* [Collected data entries]:
+ + + + +
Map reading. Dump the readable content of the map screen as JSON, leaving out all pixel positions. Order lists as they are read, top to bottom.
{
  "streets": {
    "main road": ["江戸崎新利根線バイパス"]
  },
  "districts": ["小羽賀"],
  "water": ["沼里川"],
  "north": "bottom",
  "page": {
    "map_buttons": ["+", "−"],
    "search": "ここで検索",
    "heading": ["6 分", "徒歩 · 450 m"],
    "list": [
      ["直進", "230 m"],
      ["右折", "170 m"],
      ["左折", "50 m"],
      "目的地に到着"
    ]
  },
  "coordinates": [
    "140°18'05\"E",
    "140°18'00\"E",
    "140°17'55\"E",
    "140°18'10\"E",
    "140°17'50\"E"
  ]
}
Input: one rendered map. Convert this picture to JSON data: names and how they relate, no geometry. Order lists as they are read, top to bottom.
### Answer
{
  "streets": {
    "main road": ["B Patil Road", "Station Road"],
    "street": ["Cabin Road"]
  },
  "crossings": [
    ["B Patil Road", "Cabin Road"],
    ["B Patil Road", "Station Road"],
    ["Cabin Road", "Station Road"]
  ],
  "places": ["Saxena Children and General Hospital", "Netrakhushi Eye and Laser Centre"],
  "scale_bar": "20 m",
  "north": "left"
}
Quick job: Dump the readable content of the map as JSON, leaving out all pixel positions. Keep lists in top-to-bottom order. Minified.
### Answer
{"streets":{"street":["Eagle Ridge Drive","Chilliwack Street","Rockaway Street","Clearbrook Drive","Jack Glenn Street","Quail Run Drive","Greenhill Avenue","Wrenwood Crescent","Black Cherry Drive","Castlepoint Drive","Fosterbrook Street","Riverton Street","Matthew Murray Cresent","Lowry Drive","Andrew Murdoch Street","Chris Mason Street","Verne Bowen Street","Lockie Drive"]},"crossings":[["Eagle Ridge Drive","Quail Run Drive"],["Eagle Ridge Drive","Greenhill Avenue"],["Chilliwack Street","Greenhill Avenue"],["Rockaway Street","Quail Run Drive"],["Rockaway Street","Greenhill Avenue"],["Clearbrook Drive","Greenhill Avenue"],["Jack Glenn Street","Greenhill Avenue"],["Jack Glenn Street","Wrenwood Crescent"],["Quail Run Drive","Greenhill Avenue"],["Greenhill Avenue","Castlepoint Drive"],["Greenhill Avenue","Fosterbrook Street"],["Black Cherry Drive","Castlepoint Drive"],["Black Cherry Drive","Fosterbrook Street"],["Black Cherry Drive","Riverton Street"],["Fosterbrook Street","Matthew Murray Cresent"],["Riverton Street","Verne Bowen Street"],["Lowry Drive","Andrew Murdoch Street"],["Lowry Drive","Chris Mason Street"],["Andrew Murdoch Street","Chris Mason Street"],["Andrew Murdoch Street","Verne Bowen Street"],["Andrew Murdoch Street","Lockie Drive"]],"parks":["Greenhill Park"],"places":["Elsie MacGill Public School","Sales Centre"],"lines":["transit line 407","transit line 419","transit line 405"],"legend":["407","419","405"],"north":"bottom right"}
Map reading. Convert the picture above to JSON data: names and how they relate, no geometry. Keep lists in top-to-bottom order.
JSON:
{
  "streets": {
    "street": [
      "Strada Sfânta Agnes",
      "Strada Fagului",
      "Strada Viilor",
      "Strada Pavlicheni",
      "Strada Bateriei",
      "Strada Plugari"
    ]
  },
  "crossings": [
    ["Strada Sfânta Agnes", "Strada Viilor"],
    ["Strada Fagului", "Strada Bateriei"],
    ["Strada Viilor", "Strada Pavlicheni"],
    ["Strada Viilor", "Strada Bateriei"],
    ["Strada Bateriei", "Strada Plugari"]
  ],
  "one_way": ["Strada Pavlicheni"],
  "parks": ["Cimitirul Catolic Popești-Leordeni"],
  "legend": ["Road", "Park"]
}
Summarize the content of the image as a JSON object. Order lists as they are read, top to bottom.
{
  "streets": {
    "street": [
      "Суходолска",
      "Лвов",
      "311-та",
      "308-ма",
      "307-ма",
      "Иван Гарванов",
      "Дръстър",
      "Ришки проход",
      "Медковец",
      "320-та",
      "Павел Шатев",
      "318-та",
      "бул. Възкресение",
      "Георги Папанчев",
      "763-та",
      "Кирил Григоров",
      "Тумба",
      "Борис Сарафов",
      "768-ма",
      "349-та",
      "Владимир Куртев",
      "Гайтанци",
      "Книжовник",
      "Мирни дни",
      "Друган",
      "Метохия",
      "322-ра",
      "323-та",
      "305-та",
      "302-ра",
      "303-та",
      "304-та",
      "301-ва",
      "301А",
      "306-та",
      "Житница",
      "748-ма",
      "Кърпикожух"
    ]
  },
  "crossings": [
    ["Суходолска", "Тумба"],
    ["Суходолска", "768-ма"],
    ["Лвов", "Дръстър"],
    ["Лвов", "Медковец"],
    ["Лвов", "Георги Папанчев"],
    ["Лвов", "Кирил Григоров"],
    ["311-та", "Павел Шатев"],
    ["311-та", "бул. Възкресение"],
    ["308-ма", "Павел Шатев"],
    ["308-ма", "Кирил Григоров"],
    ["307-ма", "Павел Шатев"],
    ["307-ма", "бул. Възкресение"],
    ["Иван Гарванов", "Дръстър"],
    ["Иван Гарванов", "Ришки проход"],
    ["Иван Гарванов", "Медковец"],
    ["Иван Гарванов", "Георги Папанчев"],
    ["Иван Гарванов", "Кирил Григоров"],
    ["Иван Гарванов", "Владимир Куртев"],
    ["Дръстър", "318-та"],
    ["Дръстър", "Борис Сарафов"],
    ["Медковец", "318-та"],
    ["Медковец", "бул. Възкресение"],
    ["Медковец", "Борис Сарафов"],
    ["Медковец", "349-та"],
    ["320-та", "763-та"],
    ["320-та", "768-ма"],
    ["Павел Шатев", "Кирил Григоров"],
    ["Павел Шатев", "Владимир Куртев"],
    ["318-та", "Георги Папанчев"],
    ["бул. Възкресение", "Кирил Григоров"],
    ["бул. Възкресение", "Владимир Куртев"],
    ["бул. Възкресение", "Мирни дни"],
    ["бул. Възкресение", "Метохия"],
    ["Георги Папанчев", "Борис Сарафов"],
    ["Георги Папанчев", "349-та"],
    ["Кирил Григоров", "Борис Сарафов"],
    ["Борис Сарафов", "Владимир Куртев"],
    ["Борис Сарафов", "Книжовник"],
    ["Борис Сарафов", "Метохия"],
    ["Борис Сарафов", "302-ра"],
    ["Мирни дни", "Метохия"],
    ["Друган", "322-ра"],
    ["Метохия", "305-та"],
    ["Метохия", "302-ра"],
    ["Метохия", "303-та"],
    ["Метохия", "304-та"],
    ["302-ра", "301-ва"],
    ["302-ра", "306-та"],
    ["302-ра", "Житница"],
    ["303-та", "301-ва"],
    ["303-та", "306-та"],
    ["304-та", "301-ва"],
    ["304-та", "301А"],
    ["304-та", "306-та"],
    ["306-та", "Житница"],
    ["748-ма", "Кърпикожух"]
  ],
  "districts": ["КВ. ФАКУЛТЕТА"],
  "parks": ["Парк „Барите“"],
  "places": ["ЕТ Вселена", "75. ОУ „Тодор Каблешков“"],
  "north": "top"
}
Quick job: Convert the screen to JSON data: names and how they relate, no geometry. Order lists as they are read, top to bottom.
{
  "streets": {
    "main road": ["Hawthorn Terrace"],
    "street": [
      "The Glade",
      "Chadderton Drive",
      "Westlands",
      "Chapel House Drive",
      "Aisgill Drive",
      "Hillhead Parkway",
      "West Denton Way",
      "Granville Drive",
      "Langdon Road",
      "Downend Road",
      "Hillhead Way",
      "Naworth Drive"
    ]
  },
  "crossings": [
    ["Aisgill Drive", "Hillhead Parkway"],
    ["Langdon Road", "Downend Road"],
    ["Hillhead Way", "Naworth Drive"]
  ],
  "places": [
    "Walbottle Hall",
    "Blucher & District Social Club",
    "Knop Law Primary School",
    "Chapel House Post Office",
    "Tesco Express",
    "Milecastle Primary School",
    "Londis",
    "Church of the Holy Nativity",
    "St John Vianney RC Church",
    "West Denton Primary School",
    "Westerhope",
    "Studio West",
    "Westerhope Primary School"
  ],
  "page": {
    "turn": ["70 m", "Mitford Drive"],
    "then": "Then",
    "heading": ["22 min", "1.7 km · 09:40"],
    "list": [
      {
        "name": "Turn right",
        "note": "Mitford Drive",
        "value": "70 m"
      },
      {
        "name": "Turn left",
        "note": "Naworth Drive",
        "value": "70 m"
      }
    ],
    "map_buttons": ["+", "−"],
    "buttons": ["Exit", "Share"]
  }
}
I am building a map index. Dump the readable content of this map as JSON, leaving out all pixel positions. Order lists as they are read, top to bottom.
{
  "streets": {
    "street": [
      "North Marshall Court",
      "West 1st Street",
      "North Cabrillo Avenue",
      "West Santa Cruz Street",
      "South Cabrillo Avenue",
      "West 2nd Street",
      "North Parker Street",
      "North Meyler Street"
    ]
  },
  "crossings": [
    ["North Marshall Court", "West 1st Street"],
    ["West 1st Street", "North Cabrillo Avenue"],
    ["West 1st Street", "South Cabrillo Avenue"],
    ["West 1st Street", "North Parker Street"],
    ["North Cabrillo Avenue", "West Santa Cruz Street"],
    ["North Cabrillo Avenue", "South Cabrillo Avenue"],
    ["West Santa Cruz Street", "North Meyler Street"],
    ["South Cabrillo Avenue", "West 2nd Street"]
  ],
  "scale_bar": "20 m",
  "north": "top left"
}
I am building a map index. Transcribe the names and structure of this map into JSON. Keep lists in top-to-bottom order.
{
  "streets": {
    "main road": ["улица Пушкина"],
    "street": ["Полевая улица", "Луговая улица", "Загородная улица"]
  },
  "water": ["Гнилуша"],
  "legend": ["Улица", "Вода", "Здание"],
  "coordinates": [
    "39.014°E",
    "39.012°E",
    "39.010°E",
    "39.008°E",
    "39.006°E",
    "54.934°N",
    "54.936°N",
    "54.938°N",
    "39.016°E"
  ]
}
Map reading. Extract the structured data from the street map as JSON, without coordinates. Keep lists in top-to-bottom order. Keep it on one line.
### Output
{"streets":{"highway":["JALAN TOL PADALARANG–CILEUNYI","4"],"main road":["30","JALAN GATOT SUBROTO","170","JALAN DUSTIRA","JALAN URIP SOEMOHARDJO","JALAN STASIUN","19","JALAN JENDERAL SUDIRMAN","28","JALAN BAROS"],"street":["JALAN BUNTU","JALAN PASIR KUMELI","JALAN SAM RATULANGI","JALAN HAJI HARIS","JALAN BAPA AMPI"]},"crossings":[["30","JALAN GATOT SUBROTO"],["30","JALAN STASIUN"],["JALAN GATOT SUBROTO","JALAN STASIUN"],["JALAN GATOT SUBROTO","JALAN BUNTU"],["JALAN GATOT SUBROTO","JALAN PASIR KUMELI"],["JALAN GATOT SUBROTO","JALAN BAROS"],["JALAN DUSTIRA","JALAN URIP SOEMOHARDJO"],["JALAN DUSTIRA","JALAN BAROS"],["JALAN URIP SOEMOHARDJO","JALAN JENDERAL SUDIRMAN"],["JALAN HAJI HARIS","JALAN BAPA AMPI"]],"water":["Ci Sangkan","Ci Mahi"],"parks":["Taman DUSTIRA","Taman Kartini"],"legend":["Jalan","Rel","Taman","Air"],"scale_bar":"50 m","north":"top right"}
+ + + + +
* [ACTIVITY]: Lines that hold the word "positions" are the ones to copy from the entries above.

* [YOUR RESPONSE]:
Map reading. Dump the readable content of the map screen as JSON, leaving out all pixel positions. Order lists as they are read, top to bottom.
Quick job: Dump the readable content of the map as JSON, leaving out all pixel positions. Keep lists in top-to-bottom order. Minified.
I am building a map index. Dump the readable content of this map as JSON, leaving out all pixel positions. Order lists as they are read, top to bottom.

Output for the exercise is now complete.